The Stork Delivers
Would you look at me?
As I teeter on a tree.
Instinct throbs within my breast,
Impels my primal urges,
Fuels wing borne surges,
Time summons to build a nest.
Cerulean skies birth no rain.
So creatures bedeviled
Seek pools their lives to sustain.
Optimal feeding situation,
Where finned hoards huddle,
Crowded into a mega puddle;
Ready for my tacto-location.
Eat forty times my body weight
To supply the energy I need,
To build, to brood; to feed,
Wait! First, I must procreate.
Sweetheart lovely with feathers bright,
Constructs a nest of wood with me
Near neighbors in the rookery,
Then, lays her clutch of chalky white.
Chicks so small peek from each egg.
Hungry cries send me to search,
Catch food then return to perch,
Feeding open mouths that beg.
Before long our parental duties end,
Our fledglings must survive alone.
The onus given when fully grown,
To multiply; our species to amend.
The Wood Stork has been on the Endangered Species List in the Southeastern United States since 1984, primarily due to habitat loss. It feeds by swinging its beak back and forth through shallow water until sensitive hairs detect movement. Then, its beak snaps shut in an amazing 25 milliseconds to capture its food. Wood Storks nest in noisy rookeries where large numbers of birds gather to feed and brood. These sites are usually encompassed by water. I took the photos above, with the exception of the two feeding Wood Storks, at Paurotis Pond in Everglades National Park. The rookeries are protected and lie far from human access. My request to photograph from a kayak in the middle of the pond was understandably denied. So, these photos of distant nesting Wood Storks were taken with my Bigma’s 500mm reach, a reasonable alternative.

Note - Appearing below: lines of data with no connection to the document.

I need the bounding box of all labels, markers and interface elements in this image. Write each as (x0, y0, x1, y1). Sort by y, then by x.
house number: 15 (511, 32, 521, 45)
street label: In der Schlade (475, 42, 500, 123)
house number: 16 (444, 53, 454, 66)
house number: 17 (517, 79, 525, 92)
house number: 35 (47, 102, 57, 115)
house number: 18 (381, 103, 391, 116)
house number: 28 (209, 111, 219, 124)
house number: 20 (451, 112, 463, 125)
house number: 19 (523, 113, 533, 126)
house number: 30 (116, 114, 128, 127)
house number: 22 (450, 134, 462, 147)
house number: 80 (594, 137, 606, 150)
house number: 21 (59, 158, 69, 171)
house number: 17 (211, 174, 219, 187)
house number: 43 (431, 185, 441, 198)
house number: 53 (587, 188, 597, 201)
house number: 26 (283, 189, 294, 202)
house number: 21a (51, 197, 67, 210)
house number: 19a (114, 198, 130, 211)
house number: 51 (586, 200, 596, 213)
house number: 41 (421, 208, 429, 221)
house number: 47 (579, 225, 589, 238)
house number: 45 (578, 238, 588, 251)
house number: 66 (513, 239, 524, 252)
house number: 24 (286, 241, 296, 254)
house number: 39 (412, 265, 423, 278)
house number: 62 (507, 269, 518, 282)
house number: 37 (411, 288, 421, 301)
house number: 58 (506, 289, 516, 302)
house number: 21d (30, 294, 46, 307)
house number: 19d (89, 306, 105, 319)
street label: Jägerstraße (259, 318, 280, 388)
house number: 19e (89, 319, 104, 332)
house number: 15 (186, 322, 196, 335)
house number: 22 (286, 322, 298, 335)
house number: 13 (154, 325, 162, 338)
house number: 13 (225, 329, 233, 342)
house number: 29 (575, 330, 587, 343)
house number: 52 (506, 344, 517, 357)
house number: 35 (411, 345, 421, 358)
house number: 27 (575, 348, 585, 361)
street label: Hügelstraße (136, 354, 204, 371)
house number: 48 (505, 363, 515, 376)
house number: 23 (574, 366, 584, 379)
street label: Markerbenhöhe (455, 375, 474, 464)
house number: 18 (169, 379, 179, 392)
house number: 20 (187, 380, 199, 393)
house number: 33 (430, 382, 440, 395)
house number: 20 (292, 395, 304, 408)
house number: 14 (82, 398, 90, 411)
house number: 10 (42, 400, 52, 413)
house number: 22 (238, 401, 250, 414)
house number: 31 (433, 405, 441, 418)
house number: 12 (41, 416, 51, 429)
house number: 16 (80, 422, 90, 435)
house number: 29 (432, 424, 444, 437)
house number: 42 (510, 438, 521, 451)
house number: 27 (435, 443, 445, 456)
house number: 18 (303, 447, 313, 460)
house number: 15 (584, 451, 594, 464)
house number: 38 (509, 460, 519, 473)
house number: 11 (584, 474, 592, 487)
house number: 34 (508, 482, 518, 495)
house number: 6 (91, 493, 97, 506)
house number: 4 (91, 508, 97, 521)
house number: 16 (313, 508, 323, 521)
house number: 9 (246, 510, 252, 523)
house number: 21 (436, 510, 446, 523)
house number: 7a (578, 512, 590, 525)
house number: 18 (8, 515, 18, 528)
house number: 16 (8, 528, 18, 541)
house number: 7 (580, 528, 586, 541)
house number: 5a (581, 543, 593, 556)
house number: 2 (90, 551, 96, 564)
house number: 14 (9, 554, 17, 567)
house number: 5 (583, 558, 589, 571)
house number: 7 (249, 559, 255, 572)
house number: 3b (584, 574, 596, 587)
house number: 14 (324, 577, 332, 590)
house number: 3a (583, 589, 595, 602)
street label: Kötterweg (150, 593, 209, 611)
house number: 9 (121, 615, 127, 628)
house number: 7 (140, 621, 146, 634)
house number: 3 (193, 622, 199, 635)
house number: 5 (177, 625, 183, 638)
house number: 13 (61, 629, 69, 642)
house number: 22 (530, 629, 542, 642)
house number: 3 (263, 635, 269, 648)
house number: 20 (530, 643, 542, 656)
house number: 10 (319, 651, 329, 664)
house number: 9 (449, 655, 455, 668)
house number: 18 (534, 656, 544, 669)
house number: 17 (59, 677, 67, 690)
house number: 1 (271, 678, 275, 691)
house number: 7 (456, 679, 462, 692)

For a more recent post on the Wood Stork, see Wood Storks–Preparing the Nursery from April 2, 2010.
The joy is obvious in your loving images. Bravissimo!
Your photos are beautiful! Did you write this poem that accompanies the photos? I think it’s great!
I hope we are smart enough to leave them with enough room to grace our planet for eons to come. Thank you for telling their story both in prose and photos.
Karen, this is really lovely your words with the duty of nature and the photos … truely lovely. Barbara
Neat post Morningjoy. I also enjoy watching the Wood Storks up here. Saw 4 of them flying yesterday. Keep up the great blogs.